Single by George Strait

from the album 50 Number Ones
- B-side: "Desperately"
- Released: July 5, 2004
- Genre: Country
- Length: 3:55
- Label: MCA Nashville
- Songwriters: Gary Harrison, Keith Stegall
- Producers: Tony Brown, George Strait

George Strait singles chronology
| "Hey, Good Lookin'" (2004) | "I Hate Everything" (2004) | "You'll Be There" (2005) |

= I Hate Everything =

2004 song by George Strait

"I Hate Everything" is a song written by Gary Harrison and Keith Stegall, and recorded by American country music singer George Strait. It was released in July 2004 as the lead single from his compilation album, 50 Number Ones. The song reached the top of the Billboard Hot Country Singles & Tracks chart in October 2004 and peaked at number 35 on the Billboard Hot 100.

==Content==
The protagonist of the song is in a bar and runs into a man who hates everything due to his now ex-wife leaving him for another man. It turns out the protagonist has come into the bar after an argument with his own wife. After he has heard the man's story, he calls his wife and says he is coming home, and they are going to work out their differences. The song ends with the protagonist paying for the man's drinks and thanking him for everything.

==Chart positions==
"I Hate Everything" debuted at number 41 on the U.S. Billboard Hot Country Singles & Tracks for the week of July 17, 2004.
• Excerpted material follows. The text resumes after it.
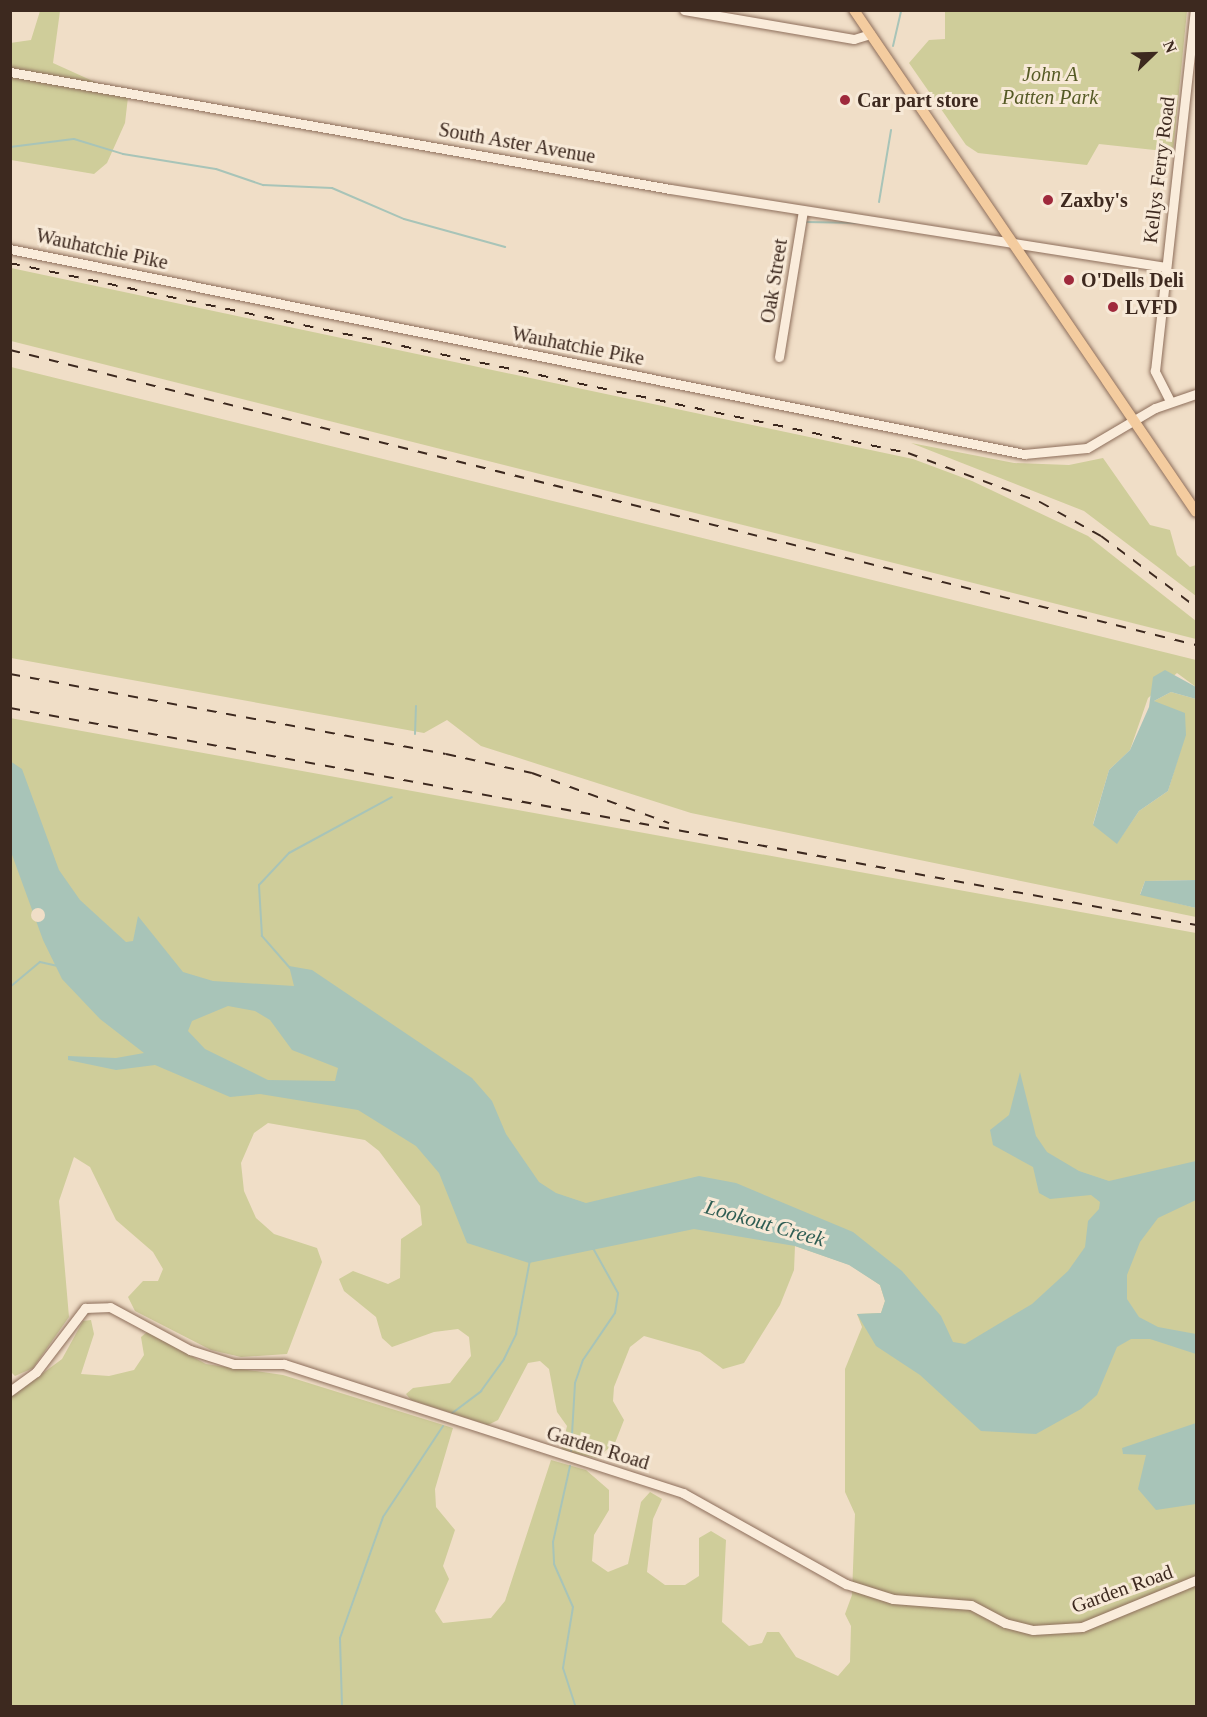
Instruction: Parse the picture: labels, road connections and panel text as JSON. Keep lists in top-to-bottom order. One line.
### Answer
{"streets":{"street":["South Aster Avenue","Kellys Ferry Road","Wauhatchie Pike","Oak Street","Garden Road"]},"crossings":[["South Aster Avenue","Kellys Ferry Road"],["South Aster Avenue","Oak Street"],["Kellys Ferry Road","Wauhatchie Pike"]],"water":["Lookout Creek"],"parks":["John A Patten Park"],"places":["Car part store","Zaxby's","O'Dells Deli","LVFD"],"north":"top right"}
| Chart (2004) | Peak position |
|---|---|
| Canada Country (Radio & Records) | 3 |
| US Hot Country Songs (Billboard) | 1 |
| US Billboard Hot 100 | 35 |

===Year-end charts===

| Chart (2004) | Position |
|---|---|
| US Country Songs (Billboard) | 19 |

== Certifications ==

| Region | Certification | Certified units/sales |
| United States (RIAA) | Gold | 500,000^{‡} |
^{‡} Sales+streaming figures based on certification alone.